> **PROBLEM DETAILS**: How many lines in this material include the string "function"? Answer with the number and nothing further.

###

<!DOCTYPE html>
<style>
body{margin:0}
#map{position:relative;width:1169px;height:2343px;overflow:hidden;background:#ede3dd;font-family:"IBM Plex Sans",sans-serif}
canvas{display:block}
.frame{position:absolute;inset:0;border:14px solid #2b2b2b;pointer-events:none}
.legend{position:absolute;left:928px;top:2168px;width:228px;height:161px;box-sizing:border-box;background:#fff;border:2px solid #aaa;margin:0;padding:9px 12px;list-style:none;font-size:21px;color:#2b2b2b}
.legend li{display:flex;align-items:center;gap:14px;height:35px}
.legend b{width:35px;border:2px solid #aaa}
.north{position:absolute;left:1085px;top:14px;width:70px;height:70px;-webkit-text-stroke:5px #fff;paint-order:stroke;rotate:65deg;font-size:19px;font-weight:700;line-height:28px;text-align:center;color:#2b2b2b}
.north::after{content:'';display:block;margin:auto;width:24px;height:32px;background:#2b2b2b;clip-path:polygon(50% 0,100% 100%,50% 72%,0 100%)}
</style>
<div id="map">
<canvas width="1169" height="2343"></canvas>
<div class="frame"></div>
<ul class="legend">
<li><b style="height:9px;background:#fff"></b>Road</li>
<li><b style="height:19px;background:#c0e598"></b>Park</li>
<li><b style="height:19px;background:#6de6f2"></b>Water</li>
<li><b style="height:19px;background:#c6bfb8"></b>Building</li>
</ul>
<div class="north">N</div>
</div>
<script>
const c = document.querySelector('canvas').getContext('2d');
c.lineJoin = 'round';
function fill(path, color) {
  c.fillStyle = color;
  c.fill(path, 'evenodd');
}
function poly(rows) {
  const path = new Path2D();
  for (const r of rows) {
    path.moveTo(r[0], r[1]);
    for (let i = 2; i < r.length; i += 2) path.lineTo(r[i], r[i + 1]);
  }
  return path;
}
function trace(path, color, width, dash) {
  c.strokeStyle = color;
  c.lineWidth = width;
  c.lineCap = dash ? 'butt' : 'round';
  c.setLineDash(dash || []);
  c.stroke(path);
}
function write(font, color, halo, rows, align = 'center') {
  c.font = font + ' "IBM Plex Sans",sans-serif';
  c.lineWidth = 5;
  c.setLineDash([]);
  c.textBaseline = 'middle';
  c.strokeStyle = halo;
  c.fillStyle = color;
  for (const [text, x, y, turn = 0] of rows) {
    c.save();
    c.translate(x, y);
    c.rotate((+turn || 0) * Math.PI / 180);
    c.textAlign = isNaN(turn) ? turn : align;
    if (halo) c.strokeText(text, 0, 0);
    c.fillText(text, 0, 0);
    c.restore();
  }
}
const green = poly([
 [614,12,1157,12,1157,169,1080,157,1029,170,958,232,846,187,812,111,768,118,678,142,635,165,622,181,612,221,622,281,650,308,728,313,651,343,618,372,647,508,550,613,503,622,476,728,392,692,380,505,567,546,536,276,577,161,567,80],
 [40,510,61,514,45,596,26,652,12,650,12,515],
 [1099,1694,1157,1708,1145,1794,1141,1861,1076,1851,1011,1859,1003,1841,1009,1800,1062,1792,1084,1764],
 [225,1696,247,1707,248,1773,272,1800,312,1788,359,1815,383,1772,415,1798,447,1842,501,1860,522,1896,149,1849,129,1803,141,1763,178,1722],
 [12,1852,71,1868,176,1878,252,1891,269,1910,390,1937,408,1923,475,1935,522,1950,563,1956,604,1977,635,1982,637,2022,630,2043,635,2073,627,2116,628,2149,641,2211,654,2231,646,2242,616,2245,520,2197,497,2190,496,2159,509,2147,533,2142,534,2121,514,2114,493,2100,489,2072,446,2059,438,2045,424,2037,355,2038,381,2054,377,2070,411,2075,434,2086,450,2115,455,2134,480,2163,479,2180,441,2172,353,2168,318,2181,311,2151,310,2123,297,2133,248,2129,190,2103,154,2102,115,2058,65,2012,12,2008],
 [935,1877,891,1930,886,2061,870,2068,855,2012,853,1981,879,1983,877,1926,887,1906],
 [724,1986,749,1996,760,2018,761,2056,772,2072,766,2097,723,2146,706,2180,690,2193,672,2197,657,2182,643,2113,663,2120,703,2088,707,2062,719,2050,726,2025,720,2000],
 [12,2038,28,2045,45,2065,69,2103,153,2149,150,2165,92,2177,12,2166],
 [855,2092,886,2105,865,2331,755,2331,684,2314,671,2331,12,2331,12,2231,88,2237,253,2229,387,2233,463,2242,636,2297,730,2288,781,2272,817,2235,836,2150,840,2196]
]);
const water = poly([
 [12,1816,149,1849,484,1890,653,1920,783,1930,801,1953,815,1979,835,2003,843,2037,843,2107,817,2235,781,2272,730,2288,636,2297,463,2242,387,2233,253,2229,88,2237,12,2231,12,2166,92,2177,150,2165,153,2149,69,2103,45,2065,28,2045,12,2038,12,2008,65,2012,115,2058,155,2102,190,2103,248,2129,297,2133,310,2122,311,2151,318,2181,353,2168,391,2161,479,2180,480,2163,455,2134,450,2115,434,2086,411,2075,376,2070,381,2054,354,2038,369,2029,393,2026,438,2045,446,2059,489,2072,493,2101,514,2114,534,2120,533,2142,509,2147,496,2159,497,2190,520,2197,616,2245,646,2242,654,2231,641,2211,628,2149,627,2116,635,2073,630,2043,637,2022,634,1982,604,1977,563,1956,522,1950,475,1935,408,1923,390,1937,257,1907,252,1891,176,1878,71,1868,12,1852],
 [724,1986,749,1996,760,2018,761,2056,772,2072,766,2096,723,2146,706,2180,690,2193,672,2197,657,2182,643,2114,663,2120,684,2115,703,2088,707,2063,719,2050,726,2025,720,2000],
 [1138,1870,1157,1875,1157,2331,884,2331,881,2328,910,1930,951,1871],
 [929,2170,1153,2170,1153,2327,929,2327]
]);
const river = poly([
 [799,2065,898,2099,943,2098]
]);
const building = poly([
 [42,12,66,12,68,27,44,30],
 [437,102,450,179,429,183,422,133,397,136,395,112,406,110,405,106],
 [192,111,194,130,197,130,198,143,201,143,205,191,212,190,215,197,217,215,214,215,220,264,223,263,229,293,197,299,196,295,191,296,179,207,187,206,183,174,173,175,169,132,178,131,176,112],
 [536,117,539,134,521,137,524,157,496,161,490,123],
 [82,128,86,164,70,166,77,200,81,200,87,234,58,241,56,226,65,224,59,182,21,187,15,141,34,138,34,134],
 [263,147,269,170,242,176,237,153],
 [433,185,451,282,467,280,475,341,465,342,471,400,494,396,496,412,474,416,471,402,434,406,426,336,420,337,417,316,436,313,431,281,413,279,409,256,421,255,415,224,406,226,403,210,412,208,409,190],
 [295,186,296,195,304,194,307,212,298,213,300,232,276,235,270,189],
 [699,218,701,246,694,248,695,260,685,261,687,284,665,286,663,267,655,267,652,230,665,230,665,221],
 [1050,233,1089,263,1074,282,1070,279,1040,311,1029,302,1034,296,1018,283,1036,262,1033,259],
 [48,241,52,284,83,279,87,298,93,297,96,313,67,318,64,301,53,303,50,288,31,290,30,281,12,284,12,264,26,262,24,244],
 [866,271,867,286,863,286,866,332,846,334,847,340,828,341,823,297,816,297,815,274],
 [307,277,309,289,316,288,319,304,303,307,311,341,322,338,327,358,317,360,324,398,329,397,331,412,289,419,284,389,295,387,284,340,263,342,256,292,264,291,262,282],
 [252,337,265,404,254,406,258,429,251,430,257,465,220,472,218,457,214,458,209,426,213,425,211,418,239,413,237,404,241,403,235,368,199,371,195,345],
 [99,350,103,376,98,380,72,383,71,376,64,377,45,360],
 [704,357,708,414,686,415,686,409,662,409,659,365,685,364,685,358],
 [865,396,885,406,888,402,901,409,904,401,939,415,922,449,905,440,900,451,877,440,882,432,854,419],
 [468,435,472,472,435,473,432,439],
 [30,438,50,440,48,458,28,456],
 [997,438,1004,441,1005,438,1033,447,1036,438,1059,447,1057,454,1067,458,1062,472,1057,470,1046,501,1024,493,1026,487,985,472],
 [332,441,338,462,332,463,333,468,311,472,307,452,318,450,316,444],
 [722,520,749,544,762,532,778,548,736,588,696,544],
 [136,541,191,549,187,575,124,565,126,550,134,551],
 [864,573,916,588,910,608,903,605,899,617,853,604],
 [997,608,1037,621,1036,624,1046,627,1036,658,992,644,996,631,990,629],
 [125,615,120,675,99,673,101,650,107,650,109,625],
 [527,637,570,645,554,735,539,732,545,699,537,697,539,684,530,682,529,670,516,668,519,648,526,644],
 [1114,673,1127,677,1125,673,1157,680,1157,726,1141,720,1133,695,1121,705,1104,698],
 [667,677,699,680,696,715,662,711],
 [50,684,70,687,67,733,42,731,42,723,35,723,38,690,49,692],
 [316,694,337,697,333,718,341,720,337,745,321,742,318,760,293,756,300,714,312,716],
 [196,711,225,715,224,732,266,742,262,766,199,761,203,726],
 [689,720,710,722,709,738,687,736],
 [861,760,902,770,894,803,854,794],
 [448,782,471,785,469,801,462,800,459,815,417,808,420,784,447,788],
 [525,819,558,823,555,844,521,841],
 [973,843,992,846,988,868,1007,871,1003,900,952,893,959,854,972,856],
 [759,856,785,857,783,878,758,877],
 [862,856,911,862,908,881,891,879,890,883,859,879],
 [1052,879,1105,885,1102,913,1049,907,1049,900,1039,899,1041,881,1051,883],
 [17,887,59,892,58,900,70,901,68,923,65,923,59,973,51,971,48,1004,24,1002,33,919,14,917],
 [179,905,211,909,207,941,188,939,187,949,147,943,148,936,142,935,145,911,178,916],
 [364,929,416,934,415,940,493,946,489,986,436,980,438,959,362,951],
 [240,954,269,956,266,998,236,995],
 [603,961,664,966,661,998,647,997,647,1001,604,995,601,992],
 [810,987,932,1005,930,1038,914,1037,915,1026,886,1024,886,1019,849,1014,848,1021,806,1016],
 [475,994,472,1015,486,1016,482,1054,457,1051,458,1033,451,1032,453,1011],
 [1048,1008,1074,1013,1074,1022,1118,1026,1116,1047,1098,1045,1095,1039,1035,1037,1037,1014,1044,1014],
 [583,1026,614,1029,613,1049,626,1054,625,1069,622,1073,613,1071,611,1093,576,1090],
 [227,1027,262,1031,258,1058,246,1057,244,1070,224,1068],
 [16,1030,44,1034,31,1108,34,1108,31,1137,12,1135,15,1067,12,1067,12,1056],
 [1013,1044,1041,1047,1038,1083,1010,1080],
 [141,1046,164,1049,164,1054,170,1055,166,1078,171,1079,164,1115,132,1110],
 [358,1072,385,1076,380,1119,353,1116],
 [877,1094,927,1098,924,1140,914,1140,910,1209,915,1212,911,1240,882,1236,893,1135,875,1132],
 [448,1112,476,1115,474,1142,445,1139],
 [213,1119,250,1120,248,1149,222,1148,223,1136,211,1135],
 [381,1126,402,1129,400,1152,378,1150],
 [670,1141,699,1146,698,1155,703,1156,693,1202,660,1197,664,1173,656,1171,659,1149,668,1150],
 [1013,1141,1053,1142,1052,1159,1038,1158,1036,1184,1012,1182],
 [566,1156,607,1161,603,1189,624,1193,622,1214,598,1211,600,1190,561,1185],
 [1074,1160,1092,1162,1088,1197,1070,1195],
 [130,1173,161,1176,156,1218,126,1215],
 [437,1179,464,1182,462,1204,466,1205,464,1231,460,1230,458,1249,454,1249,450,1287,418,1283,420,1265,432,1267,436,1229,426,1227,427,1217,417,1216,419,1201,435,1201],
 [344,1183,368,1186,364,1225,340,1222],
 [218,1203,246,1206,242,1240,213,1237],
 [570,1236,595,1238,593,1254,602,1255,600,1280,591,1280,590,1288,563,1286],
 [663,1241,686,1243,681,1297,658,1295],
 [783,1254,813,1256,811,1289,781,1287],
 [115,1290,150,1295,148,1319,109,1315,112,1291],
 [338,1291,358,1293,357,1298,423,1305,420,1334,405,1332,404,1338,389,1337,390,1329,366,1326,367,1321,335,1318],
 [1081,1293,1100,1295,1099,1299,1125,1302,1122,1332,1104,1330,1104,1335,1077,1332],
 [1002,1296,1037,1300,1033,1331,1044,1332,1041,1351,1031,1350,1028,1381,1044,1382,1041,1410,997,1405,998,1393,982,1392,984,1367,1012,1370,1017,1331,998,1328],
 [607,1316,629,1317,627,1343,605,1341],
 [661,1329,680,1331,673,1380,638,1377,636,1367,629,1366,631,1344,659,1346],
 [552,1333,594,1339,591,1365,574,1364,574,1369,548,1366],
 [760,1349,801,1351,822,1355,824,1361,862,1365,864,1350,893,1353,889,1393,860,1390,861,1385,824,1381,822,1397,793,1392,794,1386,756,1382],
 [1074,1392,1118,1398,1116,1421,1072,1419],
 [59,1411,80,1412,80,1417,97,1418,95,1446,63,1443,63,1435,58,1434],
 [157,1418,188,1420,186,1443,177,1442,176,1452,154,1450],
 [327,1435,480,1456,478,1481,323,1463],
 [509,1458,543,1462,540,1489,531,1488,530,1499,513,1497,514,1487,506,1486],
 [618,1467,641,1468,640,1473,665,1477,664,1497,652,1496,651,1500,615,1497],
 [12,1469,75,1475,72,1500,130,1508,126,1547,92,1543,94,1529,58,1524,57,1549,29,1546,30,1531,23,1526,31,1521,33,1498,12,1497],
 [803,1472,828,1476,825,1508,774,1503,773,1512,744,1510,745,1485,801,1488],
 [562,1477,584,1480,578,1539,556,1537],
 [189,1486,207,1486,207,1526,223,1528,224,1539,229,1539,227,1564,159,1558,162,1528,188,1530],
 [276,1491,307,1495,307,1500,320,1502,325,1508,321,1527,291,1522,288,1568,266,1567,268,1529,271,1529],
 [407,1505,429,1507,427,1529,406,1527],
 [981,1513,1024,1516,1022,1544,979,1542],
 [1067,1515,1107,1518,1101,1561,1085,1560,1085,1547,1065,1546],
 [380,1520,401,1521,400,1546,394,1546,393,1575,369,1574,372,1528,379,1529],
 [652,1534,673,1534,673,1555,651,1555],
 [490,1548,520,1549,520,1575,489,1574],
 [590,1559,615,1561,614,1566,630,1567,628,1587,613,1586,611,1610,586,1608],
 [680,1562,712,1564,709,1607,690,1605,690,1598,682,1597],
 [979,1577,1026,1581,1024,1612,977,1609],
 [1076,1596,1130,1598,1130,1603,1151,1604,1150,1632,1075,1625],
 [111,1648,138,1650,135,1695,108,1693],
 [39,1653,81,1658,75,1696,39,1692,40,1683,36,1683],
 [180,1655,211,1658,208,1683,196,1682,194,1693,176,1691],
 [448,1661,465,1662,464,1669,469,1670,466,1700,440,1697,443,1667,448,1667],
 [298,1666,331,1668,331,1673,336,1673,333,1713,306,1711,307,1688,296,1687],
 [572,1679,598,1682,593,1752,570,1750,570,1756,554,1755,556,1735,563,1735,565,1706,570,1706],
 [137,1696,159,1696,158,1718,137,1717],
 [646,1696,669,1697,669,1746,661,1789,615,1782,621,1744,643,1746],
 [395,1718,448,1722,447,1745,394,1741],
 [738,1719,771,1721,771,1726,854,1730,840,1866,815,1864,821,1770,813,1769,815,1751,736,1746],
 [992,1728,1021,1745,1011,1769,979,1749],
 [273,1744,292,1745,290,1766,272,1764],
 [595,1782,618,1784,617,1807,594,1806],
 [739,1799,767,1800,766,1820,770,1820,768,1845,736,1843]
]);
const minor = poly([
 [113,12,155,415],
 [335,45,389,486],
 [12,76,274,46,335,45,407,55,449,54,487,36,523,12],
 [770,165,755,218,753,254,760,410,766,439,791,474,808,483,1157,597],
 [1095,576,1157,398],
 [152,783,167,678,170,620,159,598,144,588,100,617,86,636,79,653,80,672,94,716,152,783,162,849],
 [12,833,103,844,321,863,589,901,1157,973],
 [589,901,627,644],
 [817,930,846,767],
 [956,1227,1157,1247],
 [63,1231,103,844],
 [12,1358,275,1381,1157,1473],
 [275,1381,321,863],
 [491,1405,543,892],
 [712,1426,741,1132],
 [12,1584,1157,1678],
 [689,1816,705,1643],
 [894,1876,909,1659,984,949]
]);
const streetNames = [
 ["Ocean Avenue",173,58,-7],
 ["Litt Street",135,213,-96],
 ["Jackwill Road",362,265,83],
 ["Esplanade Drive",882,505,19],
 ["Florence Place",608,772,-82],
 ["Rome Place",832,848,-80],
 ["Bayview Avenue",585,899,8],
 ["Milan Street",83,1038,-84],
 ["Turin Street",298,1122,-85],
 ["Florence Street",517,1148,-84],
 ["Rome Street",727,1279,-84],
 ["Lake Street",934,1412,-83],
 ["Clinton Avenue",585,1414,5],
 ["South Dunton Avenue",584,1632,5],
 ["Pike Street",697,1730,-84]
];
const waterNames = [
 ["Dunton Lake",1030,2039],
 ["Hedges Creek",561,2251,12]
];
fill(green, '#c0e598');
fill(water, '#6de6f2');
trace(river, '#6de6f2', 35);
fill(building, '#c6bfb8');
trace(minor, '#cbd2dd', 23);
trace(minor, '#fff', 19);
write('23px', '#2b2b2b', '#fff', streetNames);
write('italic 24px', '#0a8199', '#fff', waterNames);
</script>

###

> **SOLUTION TO THIS PROBLEM**: 4